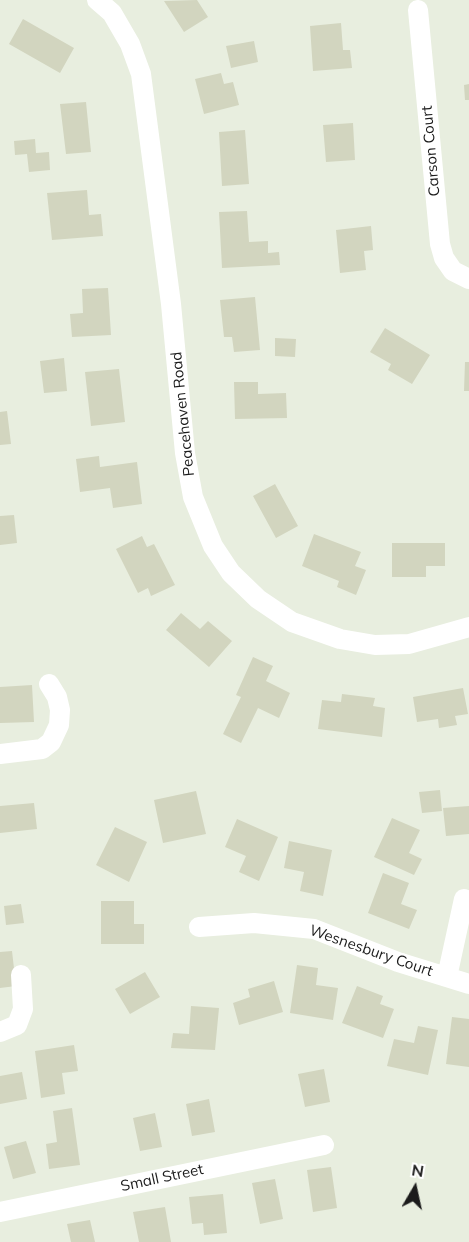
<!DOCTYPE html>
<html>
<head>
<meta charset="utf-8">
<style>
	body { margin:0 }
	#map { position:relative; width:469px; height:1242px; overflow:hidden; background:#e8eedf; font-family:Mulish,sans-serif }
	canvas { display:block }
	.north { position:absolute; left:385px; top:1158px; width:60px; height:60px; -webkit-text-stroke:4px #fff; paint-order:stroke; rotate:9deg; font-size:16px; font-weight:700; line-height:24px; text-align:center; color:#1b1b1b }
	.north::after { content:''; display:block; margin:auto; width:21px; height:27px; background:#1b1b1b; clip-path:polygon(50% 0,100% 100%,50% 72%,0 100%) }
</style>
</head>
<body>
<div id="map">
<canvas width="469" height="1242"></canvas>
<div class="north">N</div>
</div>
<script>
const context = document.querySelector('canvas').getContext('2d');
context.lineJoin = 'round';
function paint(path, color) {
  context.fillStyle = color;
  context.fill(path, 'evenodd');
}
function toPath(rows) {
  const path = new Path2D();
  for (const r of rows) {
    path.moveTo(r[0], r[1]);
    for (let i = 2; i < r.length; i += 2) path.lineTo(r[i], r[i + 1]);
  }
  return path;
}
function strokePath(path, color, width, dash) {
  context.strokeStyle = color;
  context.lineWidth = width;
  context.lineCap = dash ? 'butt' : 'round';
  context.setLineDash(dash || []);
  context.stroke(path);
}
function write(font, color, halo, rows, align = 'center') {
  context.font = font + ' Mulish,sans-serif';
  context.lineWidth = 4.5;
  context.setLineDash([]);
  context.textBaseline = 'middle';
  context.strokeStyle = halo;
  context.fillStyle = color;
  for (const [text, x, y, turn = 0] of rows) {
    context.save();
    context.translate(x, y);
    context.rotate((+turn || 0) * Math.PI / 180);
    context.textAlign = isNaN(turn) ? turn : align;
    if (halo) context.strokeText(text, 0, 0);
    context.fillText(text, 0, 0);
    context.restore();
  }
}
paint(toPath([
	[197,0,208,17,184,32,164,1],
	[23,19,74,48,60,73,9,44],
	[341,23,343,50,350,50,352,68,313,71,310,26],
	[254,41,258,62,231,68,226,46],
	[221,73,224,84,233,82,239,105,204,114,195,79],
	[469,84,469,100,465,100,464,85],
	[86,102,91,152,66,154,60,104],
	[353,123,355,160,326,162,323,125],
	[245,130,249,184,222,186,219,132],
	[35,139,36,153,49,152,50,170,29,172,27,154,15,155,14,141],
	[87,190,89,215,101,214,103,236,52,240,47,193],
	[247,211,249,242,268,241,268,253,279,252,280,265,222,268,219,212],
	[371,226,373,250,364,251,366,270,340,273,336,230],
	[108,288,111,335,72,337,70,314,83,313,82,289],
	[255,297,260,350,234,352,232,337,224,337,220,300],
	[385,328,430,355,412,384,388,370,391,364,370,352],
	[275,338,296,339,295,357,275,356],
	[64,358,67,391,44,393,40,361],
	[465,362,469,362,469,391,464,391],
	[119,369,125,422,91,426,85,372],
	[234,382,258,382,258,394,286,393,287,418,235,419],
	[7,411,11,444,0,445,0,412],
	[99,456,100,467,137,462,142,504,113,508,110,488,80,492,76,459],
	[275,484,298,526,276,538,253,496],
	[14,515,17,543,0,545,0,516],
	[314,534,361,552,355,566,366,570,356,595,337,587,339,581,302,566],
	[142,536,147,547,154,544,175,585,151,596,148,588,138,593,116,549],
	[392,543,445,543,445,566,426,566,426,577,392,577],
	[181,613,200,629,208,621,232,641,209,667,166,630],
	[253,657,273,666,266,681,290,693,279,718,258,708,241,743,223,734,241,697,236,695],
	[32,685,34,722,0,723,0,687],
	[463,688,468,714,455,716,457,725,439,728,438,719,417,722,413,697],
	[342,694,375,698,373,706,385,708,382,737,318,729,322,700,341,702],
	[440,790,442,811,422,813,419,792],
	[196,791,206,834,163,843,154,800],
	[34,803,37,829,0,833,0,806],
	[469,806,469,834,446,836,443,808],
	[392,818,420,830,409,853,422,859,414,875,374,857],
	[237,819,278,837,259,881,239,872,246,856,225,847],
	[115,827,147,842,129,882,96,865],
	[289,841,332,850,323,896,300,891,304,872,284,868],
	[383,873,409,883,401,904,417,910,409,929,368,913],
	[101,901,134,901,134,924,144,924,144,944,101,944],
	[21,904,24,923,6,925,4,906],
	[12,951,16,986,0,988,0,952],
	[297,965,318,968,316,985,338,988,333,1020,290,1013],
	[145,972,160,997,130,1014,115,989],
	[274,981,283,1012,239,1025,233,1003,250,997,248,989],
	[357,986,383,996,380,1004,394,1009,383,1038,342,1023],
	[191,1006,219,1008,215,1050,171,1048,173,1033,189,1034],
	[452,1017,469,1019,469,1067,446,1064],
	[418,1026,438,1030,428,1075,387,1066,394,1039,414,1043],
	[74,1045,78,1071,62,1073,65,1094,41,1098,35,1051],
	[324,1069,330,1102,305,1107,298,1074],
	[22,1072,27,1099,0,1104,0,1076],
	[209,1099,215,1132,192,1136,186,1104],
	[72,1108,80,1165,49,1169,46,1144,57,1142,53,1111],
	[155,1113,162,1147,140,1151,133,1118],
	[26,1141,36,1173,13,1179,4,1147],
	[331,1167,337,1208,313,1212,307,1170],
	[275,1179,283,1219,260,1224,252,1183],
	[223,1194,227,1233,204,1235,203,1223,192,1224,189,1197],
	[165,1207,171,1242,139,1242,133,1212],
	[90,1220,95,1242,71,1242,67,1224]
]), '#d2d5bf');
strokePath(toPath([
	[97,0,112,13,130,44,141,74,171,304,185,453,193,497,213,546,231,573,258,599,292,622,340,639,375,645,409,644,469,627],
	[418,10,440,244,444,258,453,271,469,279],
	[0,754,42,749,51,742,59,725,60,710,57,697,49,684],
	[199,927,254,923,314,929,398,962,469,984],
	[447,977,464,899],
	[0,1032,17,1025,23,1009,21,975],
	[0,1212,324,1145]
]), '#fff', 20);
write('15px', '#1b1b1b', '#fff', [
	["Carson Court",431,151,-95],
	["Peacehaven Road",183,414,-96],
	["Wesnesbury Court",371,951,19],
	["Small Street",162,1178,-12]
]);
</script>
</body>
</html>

----------

■ WORK TASK
Please filter the data down to the lines containing the word "rotate".

■ PROBLEM SOLUTION
	.north { position:absolute; left:385px; top:1158px; width:60px; height:60px; -webkit-text-stroke:4px #fff; paint-order:stroke; rotate:9deg; font-size:16px; font-weight:700; line-height:24px; text-align:center; color:#1b1b1b }
    context.rotate((+turn || 0) * Math.PI / 180);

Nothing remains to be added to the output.